Piqué de prime abord par une vive curiosité, il ne sollicitait à présent la longue-vue que par rigueur professionnelle. Quelle idée, songeait-il, de consulter deux équipes de seconde zone. Une énième visite chez les Aigles ou la Meute leur assurerait sans contredit de meilleurs résultats. Mieux, pourquoi ne pas différer leur départ ? Quitter sans escale Pigante et ses habitants, ne disposaient-ils pas déjà d’un échantillon suffisant ? Il était las de cette stupide veillée au clair de lune lorsque s’imposa à lui la vision d’un candidat potentiel.
Dès lors, il consigna diverses annotations, suivi d’un croquis détaillé couronné d’un « V ». Une validation.
— Une touche ? souligna son associé.
— Effectivement.
Silence. Horace, à son tour, s’impatientait.
— L’hercule de milieu de terrain, lâcha Darius, satisfait. « Ses offensives frisent le ridicule. Pourtant, il ne participe pas aux rotations. Il encaisse sans broncher, et ce malgré une plaie au visage. »
— Sacré gabarit en tout cas.
La querelle terminée, les deux équipes échangèrent de franches étreintes, délibérèrent, avant de prendre en charge les blessés. L’accalmie obtenue permit aux deux témoins d’observer à loisir l’apparence des lutteurs. Ainsi, l’hercule découvrit des traits alertes et bariolés de sang. Sa toison crépue, sa peau d’un noir profond frappa d’emblée le tandem. La longue-vue circulait à un rythme effréné.
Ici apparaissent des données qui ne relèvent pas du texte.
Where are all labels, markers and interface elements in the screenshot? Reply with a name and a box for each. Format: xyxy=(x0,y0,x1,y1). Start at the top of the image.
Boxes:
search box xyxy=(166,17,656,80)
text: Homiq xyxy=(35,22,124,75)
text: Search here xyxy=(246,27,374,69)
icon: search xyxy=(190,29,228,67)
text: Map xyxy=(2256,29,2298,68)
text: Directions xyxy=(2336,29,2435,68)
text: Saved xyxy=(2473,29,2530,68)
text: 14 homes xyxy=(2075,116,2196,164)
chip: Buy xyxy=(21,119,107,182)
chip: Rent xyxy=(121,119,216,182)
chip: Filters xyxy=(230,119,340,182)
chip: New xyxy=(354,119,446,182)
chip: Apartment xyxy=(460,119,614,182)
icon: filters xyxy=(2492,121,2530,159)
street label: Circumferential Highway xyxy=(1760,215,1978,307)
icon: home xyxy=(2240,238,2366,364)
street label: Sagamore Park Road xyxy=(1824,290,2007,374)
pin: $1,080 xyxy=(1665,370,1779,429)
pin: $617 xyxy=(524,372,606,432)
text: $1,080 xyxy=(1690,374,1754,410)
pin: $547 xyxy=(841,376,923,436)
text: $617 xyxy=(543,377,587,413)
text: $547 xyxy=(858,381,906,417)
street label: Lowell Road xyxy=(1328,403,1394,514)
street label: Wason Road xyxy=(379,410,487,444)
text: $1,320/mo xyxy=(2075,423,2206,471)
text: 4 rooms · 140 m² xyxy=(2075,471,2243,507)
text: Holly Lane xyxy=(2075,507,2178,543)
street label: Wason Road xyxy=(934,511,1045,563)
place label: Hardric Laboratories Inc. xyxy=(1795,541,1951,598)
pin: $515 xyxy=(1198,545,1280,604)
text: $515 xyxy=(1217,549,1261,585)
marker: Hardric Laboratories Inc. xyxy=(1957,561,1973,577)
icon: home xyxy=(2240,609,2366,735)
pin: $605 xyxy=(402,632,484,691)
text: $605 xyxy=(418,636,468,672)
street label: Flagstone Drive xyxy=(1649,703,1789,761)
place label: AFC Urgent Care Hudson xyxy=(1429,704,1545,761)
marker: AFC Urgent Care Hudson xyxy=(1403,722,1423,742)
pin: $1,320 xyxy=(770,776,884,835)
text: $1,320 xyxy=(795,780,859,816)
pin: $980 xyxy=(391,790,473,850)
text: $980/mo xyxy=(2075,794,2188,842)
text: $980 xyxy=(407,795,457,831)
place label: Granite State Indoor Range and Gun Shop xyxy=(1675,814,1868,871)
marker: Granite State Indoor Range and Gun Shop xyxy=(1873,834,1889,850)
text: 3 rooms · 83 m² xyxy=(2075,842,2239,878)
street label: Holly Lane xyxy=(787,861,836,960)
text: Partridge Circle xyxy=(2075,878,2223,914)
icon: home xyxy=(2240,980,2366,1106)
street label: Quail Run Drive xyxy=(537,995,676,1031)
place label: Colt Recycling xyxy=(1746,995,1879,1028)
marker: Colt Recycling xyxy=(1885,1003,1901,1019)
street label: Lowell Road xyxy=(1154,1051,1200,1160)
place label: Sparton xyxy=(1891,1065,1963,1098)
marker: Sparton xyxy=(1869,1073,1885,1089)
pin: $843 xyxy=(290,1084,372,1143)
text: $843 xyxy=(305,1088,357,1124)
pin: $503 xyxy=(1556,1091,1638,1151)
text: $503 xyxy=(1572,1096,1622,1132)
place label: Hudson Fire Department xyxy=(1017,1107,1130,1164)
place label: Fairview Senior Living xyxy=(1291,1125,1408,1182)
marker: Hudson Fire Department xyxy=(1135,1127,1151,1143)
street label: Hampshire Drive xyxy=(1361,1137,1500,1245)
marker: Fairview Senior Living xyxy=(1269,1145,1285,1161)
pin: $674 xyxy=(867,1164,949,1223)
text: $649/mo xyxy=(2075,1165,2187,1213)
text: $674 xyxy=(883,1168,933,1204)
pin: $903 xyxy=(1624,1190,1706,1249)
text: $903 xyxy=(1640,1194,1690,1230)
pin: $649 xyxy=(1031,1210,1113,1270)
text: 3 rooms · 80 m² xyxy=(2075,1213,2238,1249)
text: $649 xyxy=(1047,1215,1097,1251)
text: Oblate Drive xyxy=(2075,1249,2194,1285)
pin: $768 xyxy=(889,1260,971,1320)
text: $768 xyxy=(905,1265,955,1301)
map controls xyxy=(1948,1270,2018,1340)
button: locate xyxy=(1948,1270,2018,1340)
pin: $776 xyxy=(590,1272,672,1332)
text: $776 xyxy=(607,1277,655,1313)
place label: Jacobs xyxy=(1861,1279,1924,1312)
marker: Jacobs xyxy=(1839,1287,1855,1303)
— Bon sang, un Marhas, constata Horace, stupéfait. « Un affranchi ! »
— Sans doute natif de quelques colonies étrangères.
— Ah ça, on peut dire que t’as touché le gros lot, mon vieux. Mais le mien n’est pas mal non plus.
— Le Rhino est un cas à part.
— Nha, je te parle de celui-ci.
— Le dégarni ? Pff. Il n’a rien d’exceptionnel.
— Que tu crois, cher collègue ! Tu manques de subtilité, c’est tout, conclut Horace d’un air confidentiel.